If I'm honest, at first blush I was a tad disappointed by A Thief's End. I was holding it to impossible standards and was looking for signs of slippage which, to be fair, are present. However, I grew to appreciate it, and a replay last year cemented it as one of my favourite games of the last gen. Featuring a global treasure hunt for pirate gold and the lost colony of Libertalia, which you of course get to explore, it is very Uncharted. All the series' staples are here and in plentiful supply: treasure hunters, mercenaries, good-natured mass murder, archeology with a bulldozer, breathtaking set pieces, and all the human elements and relationships that make this series so special. 

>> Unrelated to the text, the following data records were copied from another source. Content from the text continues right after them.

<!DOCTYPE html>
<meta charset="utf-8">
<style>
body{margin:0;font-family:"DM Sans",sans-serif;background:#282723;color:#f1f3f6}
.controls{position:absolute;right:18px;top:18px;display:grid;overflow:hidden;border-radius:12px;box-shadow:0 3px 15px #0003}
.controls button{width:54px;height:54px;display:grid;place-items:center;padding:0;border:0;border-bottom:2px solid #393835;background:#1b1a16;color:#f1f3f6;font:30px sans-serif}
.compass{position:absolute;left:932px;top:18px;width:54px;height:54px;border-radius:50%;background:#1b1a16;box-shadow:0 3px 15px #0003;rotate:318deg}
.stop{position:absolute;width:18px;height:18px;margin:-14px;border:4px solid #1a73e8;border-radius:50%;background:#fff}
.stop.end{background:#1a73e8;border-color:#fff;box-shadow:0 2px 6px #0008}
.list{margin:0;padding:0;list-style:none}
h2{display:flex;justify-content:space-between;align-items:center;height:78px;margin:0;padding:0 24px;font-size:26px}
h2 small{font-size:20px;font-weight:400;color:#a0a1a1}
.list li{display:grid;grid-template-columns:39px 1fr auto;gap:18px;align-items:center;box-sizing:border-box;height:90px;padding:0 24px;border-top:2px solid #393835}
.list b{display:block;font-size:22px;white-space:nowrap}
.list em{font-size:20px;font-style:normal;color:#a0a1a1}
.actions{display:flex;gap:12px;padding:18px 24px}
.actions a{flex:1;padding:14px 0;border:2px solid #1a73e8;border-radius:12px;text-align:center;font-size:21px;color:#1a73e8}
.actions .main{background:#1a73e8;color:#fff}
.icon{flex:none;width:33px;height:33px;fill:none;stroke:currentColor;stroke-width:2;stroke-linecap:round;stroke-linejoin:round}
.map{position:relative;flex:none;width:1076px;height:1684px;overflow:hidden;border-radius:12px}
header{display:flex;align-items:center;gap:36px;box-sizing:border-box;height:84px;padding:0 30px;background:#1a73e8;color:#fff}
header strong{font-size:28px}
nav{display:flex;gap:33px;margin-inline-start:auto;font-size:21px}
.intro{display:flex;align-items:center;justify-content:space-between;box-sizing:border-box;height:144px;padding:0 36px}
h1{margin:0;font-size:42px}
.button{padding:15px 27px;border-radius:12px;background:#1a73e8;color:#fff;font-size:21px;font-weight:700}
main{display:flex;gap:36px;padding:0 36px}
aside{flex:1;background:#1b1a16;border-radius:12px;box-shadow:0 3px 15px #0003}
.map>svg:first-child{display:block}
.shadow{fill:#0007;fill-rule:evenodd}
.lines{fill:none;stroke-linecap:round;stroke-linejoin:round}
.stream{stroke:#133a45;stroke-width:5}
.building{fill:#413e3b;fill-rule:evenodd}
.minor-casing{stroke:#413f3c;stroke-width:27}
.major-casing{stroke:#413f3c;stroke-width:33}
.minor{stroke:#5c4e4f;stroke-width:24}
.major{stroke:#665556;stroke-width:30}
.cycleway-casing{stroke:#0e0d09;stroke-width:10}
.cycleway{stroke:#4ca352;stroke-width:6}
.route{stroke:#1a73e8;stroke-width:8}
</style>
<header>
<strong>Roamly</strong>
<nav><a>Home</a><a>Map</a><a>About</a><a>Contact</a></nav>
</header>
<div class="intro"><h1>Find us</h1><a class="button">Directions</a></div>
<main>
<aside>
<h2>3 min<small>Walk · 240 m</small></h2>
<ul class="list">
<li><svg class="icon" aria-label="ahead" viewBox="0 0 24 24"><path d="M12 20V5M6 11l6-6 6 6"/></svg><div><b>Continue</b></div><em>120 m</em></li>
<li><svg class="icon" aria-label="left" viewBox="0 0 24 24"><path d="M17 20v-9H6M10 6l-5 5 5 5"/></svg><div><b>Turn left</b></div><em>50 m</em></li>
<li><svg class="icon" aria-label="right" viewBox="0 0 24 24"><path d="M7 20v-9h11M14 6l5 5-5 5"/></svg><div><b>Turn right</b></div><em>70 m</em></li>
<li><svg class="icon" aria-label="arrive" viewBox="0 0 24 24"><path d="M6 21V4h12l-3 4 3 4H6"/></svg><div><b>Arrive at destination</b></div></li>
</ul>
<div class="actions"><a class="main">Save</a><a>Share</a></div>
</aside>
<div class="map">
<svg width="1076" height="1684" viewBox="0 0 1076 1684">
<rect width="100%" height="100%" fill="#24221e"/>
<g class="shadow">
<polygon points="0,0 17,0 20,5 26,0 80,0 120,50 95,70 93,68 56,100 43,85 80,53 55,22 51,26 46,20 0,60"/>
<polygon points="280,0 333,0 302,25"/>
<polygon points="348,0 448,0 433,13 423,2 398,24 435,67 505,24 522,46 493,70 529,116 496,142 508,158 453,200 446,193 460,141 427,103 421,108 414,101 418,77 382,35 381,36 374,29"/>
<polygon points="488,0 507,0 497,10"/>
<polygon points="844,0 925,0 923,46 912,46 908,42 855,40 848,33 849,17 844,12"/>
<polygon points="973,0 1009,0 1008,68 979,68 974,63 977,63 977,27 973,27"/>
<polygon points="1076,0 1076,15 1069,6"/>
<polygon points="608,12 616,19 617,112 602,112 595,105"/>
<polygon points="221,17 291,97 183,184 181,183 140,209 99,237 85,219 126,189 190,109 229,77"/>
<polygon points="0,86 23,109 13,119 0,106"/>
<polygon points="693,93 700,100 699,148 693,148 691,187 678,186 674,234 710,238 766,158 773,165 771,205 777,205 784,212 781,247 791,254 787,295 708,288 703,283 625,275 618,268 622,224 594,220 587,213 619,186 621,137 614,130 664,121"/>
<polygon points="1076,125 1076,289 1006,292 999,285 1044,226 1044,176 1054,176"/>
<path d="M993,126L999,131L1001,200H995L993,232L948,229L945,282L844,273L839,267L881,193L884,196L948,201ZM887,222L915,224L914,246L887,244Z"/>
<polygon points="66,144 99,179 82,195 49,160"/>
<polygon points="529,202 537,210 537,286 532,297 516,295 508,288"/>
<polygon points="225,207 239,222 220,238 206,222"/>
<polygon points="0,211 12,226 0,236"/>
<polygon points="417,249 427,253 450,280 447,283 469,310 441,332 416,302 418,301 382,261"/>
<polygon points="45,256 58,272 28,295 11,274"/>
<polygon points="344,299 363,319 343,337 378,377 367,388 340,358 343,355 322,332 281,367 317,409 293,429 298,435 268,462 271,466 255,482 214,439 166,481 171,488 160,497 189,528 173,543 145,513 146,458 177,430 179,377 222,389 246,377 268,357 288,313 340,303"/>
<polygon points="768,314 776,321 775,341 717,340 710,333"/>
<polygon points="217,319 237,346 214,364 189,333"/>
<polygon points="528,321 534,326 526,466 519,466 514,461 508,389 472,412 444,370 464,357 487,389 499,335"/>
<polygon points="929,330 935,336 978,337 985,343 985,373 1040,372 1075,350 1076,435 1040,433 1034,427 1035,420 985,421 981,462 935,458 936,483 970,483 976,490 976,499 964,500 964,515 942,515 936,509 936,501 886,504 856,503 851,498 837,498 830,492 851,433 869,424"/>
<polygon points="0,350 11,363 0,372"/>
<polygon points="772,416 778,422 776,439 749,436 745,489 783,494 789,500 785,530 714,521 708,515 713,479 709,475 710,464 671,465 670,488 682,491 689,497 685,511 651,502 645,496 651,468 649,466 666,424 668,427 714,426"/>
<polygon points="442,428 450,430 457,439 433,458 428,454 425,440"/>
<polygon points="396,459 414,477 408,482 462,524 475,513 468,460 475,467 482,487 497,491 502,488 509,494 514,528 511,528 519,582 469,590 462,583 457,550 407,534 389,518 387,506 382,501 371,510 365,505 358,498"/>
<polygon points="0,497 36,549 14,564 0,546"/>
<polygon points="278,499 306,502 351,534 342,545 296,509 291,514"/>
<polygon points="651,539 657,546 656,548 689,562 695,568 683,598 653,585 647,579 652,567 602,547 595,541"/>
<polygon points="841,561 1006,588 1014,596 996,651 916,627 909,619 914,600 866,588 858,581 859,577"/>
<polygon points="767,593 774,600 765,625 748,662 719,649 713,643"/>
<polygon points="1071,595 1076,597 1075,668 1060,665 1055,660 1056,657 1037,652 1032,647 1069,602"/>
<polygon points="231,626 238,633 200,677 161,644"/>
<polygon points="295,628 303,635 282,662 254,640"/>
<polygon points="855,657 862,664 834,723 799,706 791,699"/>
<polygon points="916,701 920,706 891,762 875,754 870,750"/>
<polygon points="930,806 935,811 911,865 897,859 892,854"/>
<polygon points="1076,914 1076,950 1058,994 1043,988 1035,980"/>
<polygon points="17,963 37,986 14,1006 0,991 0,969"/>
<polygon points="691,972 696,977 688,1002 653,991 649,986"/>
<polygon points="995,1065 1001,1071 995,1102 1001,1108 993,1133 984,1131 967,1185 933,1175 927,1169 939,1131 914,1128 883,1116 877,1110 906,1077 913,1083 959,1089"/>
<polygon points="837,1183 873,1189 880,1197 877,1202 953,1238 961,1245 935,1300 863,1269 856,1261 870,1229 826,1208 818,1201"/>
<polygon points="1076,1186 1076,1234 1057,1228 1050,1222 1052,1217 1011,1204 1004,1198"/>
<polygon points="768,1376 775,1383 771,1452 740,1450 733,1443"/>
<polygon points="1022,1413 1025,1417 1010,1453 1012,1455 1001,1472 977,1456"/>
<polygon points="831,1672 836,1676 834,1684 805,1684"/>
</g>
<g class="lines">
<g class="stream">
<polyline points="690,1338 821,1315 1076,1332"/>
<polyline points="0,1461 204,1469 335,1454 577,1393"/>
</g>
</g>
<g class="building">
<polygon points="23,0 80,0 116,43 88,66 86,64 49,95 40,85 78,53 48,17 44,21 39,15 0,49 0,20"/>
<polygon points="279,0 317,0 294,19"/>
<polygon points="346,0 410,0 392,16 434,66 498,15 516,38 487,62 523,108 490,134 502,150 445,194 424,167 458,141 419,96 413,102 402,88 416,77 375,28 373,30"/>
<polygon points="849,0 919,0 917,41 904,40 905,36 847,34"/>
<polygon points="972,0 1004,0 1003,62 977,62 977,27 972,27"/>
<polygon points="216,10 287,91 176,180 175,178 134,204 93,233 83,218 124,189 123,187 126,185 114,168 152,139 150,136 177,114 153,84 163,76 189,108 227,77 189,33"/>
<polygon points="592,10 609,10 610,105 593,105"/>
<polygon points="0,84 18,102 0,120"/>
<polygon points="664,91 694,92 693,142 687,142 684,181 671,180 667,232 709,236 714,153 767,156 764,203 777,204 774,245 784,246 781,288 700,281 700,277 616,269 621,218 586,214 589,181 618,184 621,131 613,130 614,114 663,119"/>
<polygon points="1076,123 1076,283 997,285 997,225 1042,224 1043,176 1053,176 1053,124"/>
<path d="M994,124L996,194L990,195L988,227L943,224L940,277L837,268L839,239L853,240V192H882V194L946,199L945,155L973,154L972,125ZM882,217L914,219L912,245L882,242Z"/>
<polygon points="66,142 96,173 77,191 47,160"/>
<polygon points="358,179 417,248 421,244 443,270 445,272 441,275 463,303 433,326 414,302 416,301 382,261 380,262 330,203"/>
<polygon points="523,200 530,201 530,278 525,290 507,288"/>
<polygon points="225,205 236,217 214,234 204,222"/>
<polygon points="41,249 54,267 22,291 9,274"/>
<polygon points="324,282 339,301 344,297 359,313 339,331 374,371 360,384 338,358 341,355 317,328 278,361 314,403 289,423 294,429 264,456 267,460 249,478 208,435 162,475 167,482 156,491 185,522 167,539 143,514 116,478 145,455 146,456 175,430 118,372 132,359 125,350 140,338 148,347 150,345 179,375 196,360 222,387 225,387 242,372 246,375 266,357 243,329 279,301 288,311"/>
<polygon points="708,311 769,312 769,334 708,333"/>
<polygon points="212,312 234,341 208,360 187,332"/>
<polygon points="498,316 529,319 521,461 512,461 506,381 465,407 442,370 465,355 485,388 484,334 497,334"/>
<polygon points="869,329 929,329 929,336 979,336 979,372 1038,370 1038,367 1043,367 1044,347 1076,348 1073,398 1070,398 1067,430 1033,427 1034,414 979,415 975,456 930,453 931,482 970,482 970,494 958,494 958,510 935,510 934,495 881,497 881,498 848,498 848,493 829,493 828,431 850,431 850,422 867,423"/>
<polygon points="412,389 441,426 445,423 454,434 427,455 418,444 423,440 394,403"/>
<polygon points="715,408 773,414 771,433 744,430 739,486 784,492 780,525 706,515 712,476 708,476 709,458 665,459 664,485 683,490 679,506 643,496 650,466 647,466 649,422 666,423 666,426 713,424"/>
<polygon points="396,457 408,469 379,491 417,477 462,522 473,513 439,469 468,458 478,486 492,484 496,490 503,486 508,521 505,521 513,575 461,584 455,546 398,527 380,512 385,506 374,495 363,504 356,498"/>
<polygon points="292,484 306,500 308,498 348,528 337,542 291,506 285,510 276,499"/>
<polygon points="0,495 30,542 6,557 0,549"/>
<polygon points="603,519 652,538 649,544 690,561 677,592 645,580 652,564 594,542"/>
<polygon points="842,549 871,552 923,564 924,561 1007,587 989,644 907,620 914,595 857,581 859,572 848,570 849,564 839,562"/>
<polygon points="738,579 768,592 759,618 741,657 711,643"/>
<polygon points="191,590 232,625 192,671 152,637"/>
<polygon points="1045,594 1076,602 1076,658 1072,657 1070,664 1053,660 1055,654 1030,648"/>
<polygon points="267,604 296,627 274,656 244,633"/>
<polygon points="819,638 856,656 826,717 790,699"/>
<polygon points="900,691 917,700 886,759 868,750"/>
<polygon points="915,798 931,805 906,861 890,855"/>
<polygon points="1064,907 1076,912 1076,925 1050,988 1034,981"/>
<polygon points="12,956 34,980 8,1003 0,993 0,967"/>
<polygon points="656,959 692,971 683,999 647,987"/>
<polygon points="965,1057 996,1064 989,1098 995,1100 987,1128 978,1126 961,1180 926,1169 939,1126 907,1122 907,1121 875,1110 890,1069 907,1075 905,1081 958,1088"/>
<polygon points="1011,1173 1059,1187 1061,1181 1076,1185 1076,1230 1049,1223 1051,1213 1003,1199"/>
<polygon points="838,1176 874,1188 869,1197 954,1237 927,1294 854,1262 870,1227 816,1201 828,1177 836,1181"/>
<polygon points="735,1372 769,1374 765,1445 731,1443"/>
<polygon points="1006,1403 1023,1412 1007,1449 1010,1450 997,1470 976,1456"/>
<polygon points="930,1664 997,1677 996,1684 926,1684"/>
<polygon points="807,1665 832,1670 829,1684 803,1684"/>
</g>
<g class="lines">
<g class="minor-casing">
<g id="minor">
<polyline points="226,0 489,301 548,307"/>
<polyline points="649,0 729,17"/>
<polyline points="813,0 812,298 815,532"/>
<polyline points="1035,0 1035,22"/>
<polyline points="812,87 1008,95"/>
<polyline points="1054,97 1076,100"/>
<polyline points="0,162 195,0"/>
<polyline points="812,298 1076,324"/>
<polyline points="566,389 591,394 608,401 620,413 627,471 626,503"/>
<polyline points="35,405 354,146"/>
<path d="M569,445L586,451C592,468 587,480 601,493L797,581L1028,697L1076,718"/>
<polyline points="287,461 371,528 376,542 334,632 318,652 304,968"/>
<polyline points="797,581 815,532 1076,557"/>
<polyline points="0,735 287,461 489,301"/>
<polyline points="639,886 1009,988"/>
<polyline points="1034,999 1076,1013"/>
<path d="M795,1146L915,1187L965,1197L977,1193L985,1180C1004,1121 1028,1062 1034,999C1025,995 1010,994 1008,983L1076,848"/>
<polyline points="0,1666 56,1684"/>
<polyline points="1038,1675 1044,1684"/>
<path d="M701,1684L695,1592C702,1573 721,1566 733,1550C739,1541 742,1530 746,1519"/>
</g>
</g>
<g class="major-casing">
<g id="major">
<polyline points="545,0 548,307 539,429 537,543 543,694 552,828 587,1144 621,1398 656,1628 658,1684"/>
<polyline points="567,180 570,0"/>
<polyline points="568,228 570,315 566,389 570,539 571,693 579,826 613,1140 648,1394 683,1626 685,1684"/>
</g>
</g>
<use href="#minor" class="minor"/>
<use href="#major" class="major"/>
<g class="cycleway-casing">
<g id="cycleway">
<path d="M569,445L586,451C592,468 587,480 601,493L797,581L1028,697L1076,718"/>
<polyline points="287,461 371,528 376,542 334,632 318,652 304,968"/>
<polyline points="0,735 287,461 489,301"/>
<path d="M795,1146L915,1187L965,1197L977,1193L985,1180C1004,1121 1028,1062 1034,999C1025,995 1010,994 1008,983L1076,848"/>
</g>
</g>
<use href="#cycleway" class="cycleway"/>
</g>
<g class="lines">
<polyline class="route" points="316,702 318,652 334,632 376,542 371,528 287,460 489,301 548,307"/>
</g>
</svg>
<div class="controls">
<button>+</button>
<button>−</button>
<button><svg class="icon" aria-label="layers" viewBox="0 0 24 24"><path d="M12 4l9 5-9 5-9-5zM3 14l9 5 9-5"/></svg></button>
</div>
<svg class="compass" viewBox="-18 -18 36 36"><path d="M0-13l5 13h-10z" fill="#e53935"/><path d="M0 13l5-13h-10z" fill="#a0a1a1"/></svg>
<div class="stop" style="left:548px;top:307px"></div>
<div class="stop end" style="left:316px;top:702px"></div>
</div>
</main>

Without overthinking it, I'm going to say that Nathan Drake is the best video game lead of the last decade or more, and he's in fine form here. We explore his and our obsession with lost cities and fool's gold, far deeper than ever before. In Drake, we find a man who is lying to himself and those around him, in an attempt to keep those dear near. He knows who he is, and to be fair so does Elena, yet he continues to deny his calling. That is until his brother, Sam, turns up. A brother that was presumed dead, and the in-law that Elena never even knew she had. Sam is the ultimate bad-news-good-news insert, and I really liked the dynamic between he and his younger sibling, as well as the hint of a sour relationship with Nate's surrogate father, the ever-entertaining Sully. Part of what has made Nathan Drake so interesting is the quality of the people around him, and that's no different here.

He and Elena at home is an obvious standout, from the loft full of memories to some couch-based teasing. The ending grew on me in a way that I thought it wouldn't, and petty much any scene with Sully in is one that I will enjoy. The two Drakes catching up after years apart, with some selective reminiscing about the games that came before, also stands out, as does our discovery of the founders of Libertalia gathered around a rotten banquet. I felt that shared moment of excitement, of history coming to life, with our treasure hunters. And then there are the louder moments, like the car chase through a Madagascan city, the prison escape, the Italian job gone wrong, or the countless sessions with friends doing laps around the survival mode stages. Whether it's going loud or keeping quiet, Uncharted 4 knows how to get your attention and keep it.

I truly hope we get another Uncharted. These characters and their escapades are too good to leave behind.